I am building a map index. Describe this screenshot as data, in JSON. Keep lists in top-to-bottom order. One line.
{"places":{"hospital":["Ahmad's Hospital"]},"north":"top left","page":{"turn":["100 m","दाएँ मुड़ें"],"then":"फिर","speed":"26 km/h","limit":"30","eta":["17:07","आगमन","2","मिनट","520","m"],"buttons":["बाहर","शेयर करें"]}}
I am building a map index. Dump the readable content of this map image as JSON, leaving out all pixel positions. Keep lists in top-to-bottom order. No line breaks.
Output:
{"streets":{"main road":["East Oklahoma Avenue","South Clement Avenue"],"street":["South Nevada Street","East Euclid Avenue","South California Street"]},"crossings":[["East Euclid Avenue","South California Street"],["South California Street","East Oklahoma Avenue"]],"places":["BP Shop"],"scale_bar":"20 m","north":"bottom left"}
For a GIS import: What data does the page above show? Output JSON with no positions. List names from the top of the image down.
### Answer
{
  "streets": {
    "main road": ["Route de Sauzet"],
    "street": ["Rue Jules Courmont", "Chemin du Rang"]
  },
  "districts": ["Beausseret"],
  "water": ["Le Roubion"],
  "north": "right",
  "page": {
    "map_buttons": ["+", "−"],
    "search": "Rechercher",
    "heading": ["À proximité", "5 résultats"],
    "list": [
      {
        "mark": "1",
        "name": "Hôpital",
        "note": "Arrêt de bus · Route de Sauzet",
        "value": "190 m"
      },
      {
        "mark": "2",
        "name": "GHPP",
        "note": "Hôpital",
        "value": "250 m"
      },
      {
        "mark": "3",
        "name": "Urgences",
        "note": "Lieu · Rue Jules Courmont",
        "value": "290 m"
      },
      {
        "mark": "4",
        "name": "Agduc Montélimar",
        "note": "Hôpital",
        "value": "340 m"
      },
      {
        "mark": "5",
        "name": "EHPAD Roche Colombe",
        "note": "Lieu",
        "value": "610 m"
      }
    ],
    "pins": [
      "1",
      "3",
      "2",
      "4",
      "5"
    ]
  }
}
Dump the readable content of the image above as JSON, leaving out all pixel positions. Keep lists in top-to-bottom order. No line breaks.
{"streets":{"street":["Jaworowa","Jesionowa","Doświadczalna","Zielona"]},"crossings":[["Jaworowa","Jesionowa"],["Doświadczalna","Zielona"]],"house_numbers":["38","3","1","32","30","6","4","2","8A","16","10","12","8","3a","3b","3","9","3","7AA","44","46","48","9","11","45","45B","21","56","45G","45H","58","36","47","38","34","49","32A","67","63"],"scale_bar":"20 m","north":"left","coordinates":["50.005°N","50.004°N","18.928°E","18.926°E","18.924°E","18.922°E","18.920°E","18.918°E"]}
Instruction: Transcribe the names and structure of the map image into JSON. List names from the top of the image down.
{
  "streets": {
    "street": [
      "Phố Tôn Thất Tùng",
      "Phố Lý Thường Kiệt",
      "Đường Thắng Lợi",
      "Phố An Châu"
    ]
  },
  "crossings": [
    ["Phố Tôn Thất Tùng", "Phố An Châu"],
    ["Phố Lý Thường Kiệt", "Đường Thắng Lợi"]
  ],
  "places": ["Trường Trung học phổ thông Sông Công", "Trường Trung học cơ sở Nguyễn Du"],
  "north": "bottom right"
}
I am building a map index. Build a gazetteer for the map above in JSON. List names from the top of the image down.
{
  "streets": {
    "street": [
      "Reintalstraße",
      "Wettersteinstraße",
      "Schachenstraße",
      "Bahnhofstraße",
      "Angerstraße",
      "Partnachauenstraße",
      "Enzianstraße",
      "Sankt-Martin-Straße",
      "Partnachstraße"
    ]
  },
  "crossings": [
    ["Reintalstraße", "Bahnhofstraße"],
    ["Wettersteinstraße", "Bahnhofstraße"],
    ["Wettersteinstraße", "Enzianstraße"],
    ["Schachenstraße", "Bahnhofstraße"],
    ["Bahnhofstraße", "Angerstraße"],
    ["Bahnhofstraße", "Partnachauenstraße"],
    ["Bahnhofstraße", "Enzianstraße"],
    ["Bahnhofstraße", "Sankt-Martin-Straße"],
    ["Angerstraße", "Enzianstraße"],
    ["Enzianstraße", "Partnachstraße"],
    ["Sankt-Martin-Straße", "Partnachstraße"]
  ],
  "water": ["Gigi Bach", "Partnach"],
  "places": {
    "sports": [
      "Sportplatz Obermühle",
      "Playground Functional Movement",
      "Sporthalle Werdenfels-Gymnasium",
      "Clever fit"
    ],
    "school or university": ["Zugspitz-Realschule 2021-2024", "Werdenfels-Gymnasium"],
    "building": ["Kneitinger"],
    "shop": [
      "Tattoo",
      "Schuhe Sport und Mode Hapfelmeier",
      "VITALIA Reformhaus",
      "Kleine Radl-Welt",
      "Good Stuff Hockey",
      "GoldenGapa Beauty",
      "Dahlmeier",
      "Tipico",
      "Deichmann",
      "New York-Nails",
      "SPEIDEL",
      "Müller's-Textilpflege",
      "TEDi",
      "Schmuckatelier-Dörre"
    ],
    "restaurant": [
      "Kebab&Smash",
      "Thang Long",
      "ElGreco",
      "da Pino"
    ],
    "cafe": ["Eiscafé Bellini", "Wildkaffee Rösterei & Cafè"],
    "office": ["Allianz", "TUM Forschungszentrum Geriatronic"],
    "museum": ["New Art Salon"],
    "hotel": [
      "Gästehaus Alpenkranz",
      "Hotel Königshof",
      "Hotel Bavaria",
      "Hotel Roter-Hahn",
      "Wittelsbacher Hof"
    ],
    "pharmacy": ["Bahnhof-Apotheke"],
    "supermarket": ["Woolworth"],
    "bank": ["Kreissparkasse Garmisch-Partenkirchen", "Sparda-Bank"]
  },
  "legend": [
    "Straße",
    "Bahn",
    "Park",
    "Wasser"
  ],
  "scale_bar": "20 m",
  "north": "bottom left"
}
---
Work request: Every entry above has to be returned exactly as written.

Response to this exercise:
I am building a map index. Describe this screenshot as data, in JSON. Keep lists in top-to-bottom order. One line.
{"places":{"hospital":["Ahmad's Hospital"]},"north":"top left","page":{"turn":["100 m","दाएँ मुड़ें"],"then":"फिर","speed":"26 km/h","limit":"30","eta":["17:07","आगमन","2","मिनट","520","m"],"buttons":["बाहर","शेयर करें"]}}
I am building a map index. Dump the readable content of this map image as JSON, leaving out all pixel positions. Keep lists in top-to-bottom order. No line breaks.
Output:
{"streets":{"main road":["East Oklahoma Avenue","South Clement Avenue"],"street":["South Nevada Street","East Euclid Avenue","South California Street"]},"crossings":[["East Euclid Avenue","South California Street"],["South California Street","East Oklahoma Avenue"]],"places":["BP Shop"],"scale_bar":"20 m","north":"bottom left"}
For a GIS import: What data does the page above show? Output JSON with no positions. List names from the top of the image down.
### Answer
{
  "streets": {
    "main road": ["Route de Sauzet"],
    "street": ["Rue Jules Courmont", "Chemin du Rang"]
  },
  "districts": ["Beausseret"],
  "water": ["Le Roubion"],
  "north": "right",
  "page": {
    "map_buttons": ["+", "−"],
    "search": "Rechercher",
    "heading": ["À proximité", "5 résultats"],
    "list": [
      {
        "mark": "1",
        "name": "Hôpital",
        "note": "Arrêt de bus · Route de Sauzet",
        "value": "190 m"
      },
      {
        "mark": "2",
        "name": "GHPP",
        "note": "Hôpital",
        "value": "250 m"
      },
      {
        "mark": "3",
        "name": "Urgences",
        "note": "Lieu · Rue Jules Courmont",
        "value": "290 m"
      },
      {
        "mark": "4",
        "name": "Agduc Montélimar",
        "note": "Hôpital",
        "value": "340 m"
      },
      {
        "mark": "5",
        "name": "EHPAD Roche Colombe",
        "note": "Lieu",
        "value": "610 m"
      }
    ],
    "pins": [
      "1",
      "3",
      "2",
      "4",
      "5"
    ]
  }
}
Dump the readable content of the image above as JSON, leaving out all pixel positions. Keep lists in top-to-bottom order. No line breaks.
{"streets":{"street":["Jaworowa","Jesionowa","Doświadczalna","Zielona"]},"crossings":[["Jaworowa","Jesionowa"],["Doświadczalna","Zielona"]],"house_numbers":["38","3","1","32","30","6","4","2","8A","16","10","12","8","3a","3b","3","9","3","7AA","44","46","48","9","11","45","45B","21","56","45G","45H","58","36","47","38","34","49","32A","67","63"],"scale_bar":"20 m","north":"left","coordinates":["50.005°N","50.004°N","18.928°E","18.926°E","18.924°E","18.922°E","18.920°E","18.918°E"]}
Instruction: Transcribe the names and structure of the map image into JSON. List names from the top of the image down.
{
  "streets": {
    "street": [
      "Phố Tôn Thất Tùng",
      "Phố Lý Thường Kiệt",
      "Đường Thắng Lợi",
      "Phố An Châu"
    ]
  },
  "crossings": [
    ["Phố Tôn Thất Tùng", "Phố An Châu"],
    ["Phố Lý Thường Kiệt", "Đường Thắng Lợi"]
  ],
  "places": ["Trường Trung học phổ thông Sông Công", "Trường Trung học cơ sở Nguyễn Du"],
  "north": "bottom right"
}
I am building a map index. Build a gazetteer for the map above in JSON. List names from the top of the image down.
{
  "streets": {
    "street": [
      "Reintalstraße",
      "Wettersteinstraße",
      "Schachenstraße",
      "Bahnhofstraße",
      "Angerstraße",
      "Partnachauenstraße",
      "Enzianstraße",
      "Sankt-Martin-Straße",
      "Partnachstraße"
    ]
  },
  "crossings": [
    ["Reintalstraße", "Bahnhofstraße"],
    ["Wettersteinstraße", "Bahnhofstraße"],
    ["Wettersteinstraße", "Enzianstraße"],
    ["Schachenstraße", "Bahnhofstraße"],
    ["Bahnhofstraße", "Angerstraße"],
    ["Bahnhofstraße", "Partnachauenstraße"],
    ["Bahnhofstraße", "Enzianstraße"],
    ["Bahnhofstraße", "Sankt-Martin-Straße"],
    ["Angerstraße", "Enzianstraße"],
    ["Enzianstraße", "Partnachstraße"],
    ["Sankt-Martin-Straße", "Partnachstraße"]
  ],
  "water": ["Gigi Bach", "Partnach"],
  "places": {
    "sports": [
      "Sportplatz Obermühle",
      "Playground Functional Movement",
      "Sporthalle Werdenfels-Gymnasium",
      "Clever fit"
    ],
    "school or university": ["Zugspitz-Realschule 2021-2024", "Werdenfels-Gymnasium"],
    "building": ["Kneitinger"],
    "shop": [
      "Tattoo",
      "Schuhe Sport und Mode Hapfelmeier",
      "VITALIA Reformhaus",
      "Kleine Radl-Welt",
      "Good Stuff Hockey",
      "GoldenGapa Beauty",
      "Dahlmeier",
      "Tipico",
      "Deichmann",
      "New York-Nails",
      "SPEIDEL",
      "Müller's-Textilpflege",
      "TEDi",
      "Schmuckatelier-Dörre"
    ],
    "restaurant": [
      "Kebab&Smash",
      "Thang Long",
      "ElGreco",
      "da Pino"
    ],
    "cafe": ["Eiscafé Bellini", "Wildkaffee Rösterei & Cafè"],
    "office": ["Allianz", "TUM Forschungszentrum Geriatronic"],
    "museum": ["New Art Salon"],
    "hotel": [
      "Gästehaus Alpenkranz",
      "Hotel Königshof",
      "Hotel Bavaria",
      "Hotel Roter-Hahn",
      "Wittelsbacher Hof"
    ],
    "pharmacy": ["Bahnhof-Apotheke"],
    "supermarket": ["Woolworth"],
    "bank": ["Kreissparkasse Garmisch-Partenkirchen", "Sparda-Bank"]
  },
  "legend": [
    "Straße",
    "Bahn",
    "Park",
    "Wasser"
  ],
  "scale_bar": "20 m",
  "north": "bottom left"
}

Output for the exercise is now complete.